Exact copy, pictures excluded: output the lines from the opening of the entries through the line bearing "1px #b2b5c1) drop-shadow(0".

Saved data entries
- Opening Delimiter -

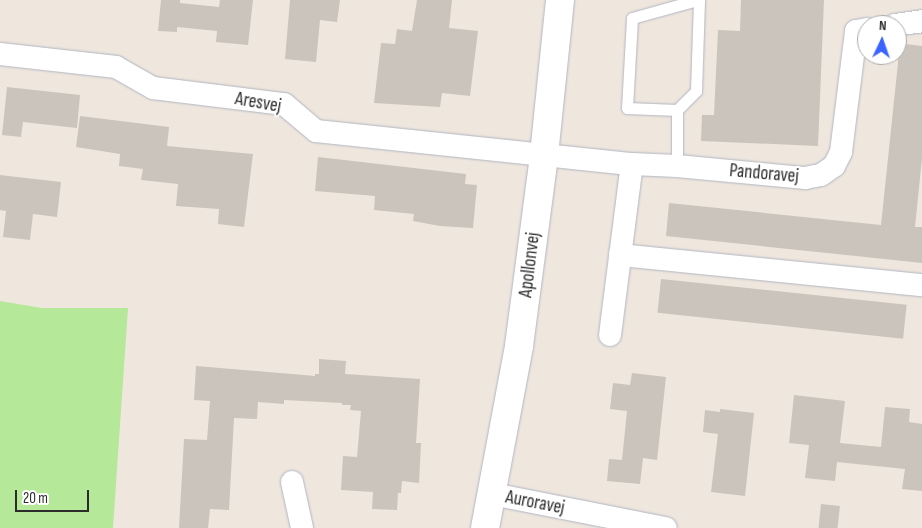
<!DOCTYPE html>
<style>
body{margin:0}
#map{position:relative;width:922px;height:528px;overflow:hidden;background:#efe7de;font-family:"Sofia Sans Condensed",sans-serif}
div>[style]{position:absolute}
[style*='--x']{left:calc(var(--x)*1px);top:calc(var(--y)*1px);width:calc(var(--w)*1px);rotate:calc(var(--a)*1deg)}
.green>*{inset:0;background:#b5e898}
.building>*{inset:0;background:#cac4bd;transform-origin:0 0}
.roads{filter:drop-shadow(0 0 1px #b2b5c1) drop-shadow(0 0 1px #b2b5c1)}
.service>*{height:11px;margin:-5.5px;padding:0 5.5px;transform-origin:5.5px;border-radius:5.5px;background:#fff}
.minor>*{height:22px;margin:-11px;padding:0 11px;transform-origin:11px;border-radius:11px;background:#fff}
.tertiary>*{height:28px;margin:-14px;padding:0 14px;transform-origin:14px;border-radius:14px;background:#fff}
span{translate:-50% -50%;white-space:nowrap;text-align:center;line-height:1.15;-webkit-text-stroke:4px #fff;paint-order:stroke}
.street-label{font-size:19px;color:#2c2c2c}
.north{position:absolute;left:857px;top:15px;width:50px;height:50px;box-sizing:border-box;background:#fff;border:1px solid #ababab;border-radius:50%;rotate:3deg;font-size:14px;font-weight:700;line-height:20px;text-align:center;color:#2c2c2c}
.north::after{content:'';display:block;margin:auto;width:18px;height:22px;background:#3b63ff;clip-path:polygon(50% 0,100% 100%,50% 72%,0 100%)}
.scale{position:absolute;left:15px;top:490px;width:74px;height:22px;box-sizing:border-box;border:2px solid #2c2c2c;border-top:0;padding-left:6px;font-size:15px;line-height:18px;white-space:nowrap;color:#2c2c2c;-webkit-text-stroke:4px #fff;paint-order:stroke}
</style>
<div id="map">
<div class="green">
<div style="clip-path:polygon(0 301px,42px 308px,128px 308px,113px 528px,0 528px)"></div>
</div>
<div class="building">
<div style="clip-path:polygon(161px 0,180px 0,180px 3px,219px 7px,220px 0,253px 0,248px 45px,216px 42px,217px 31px,177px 27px,177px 32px,158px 31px)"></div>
<div style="clip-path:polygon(290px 0,340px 0,337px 22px,320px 20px,316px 62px,285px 59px)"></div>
<div style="clip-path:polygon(417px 0,452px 0,449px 28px,478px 31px,470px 96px,442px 93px,440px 107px,374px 103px,381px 43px,395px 44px,397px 29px,412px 31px)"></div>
<div style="clip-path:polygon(741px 0,824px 0,818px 146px,701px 141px,702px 115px,714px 115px,718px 30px,740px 31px)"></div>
<div style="clip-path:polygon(897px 43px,922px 46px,922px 158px,915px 227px,922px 227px,922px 263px,666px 236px,669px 203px,881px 225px,898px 63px)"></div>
<div style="clip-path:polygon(7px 87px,80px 95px,77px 128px,23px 122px,21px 137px,2px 135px)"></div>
<div style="clip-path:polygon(80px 116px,169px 127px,167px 146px,253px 154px,244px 227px,218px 224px,219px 209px,176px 206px,178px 184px,141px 180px,143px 169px,119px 166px,120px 154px,76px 147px)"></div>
<div style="clip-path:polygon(318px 157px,466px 174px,465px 184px,477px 185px,473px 228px,440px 226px,413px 221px,414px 214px,374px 210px,375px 196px,315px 191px)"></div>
<div style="clip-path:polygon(0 175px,61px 182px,57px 217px,33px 214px,30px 240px,3px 237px,6px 211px,0 210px)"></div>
<div style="left:661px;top:279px;width:247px;height:34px;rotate:6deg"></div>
<div style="clip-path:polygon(319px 359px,346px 361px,345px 374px,420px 379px,416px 443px,421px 443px,419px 483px,402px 481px,401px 493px,398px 493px,397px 510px,372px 509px,373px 492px,341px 490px,343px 456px,357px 457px,361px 411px,350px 410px,351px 405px,342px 405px,342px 403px,284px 400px,284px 404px,258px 402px,257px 419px,234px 418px,229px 510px,210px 509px,208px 528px,179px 528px,184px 439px,207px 440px,210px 401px,194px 400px,196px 366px,315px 376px,315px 374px,319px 374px)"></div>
<div style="clip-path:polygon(632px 373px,666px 377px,657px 460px,643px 458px,640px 484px,607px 481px,609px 459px,622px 460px,627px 411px,610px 409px,613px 383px,630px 385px)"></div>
<div style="clip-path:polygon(794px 395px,845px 401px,840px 443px,881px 447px,885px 407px,910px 409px,909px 422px,922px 424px,922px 491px,902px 489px,905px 469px,837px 462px,835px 481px,805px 478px,809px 445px,789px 443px)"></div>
<div style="clip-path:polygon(720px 409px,754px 413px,745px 496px,711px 492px,718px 434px,703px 432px,705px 410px,720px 412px)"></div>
<div style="left:821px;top:504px;width:19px;height:24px;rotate:6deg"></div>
</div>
<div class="roads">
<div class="service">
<div style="--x:677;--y:110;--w:50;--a:-177.7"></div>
<div style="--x:627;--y:108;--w:90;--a:-86.8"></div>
<div style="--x:632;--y:18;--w:67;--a:-15.5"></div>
<div style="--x:677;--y:166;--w:56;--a:-90"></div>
<div style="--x:677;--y:110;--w:27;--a:-45"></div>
<div style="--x:696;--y:91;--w:91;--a:-88.1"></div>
</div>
<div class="minor">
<div style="--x:895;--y:25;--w:27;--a:-8"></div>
<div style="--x:0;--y:54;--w:117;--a:6.4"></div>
<div style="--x:116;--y:67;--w:43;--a:29.6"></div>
<div style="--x:153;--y:88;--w:132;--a:7"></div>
<div style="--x:284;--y:104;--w:42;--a:40.2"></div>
<div style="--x:316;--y:131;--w:318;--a:6"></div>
<div style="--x:632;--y:164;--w:45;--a:2.5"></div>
<div style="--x:677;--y:166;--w:129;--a:5.4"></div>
<div style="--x:805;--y:178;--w:16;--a:-11"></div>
<div style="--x:821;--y:175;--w:16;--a:-35"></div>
<div style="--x:834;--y:166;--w:16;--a:-63"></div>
<div style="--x:841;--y:152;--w:122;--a:-82.9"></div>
<div style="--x:856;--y:31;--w:11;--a:-10"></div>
<div style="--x:620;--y:255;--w:303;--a:5.7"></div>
<div style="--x:610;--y:335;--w:172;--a:-82.7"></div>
<div style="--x:292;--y:482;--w:47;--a:77.7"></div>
<div style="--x:492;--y:494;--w:177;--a:11.1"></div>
</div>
<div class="tertiary">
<div style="--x:485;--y:528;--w:185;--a:-79.4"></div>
<div style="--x:519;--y:346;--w:193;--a:-82.5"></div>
<div style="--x:544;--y:155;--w:156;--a:-84.1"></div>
</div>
</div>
<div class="street-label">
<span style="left:258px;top:103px;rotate:10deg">Aresvej</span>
<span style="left:764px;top:174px;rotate:5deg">Pandoravej</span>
<span style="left:530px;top:265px;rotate:-83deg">Apollonvej</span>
<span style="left:535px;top:503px;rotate:11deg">Auroravej</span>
</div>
<div class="north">N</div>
<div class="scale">20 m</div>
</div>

- Closing Delimiter -

| Answer area |
<!DOCTYPE html>
<style>
body{margin:0}
#map{position:relative;width:922px;height:528px;overflow:hidden;background:#efe7de;font-family:"Sofia Sans Condensed",sans-serif}
div>[style]{position:absolute}
[style*='--x']{left:calc(var(--x)*1px);top:calc(var(--y)*1px);width:calc(var(--w)*1px);rotate:calc(var(--a)*1deg)}
.green>*{inset:0;background:#b5e898}
.building>*{inset:0;background:#cac4bd;transform-origin:0 0}
.roads{filter:drop-shadow(0 0 1px #b2b5c1) drop-shadow(0 0 1px #b2b5c1)}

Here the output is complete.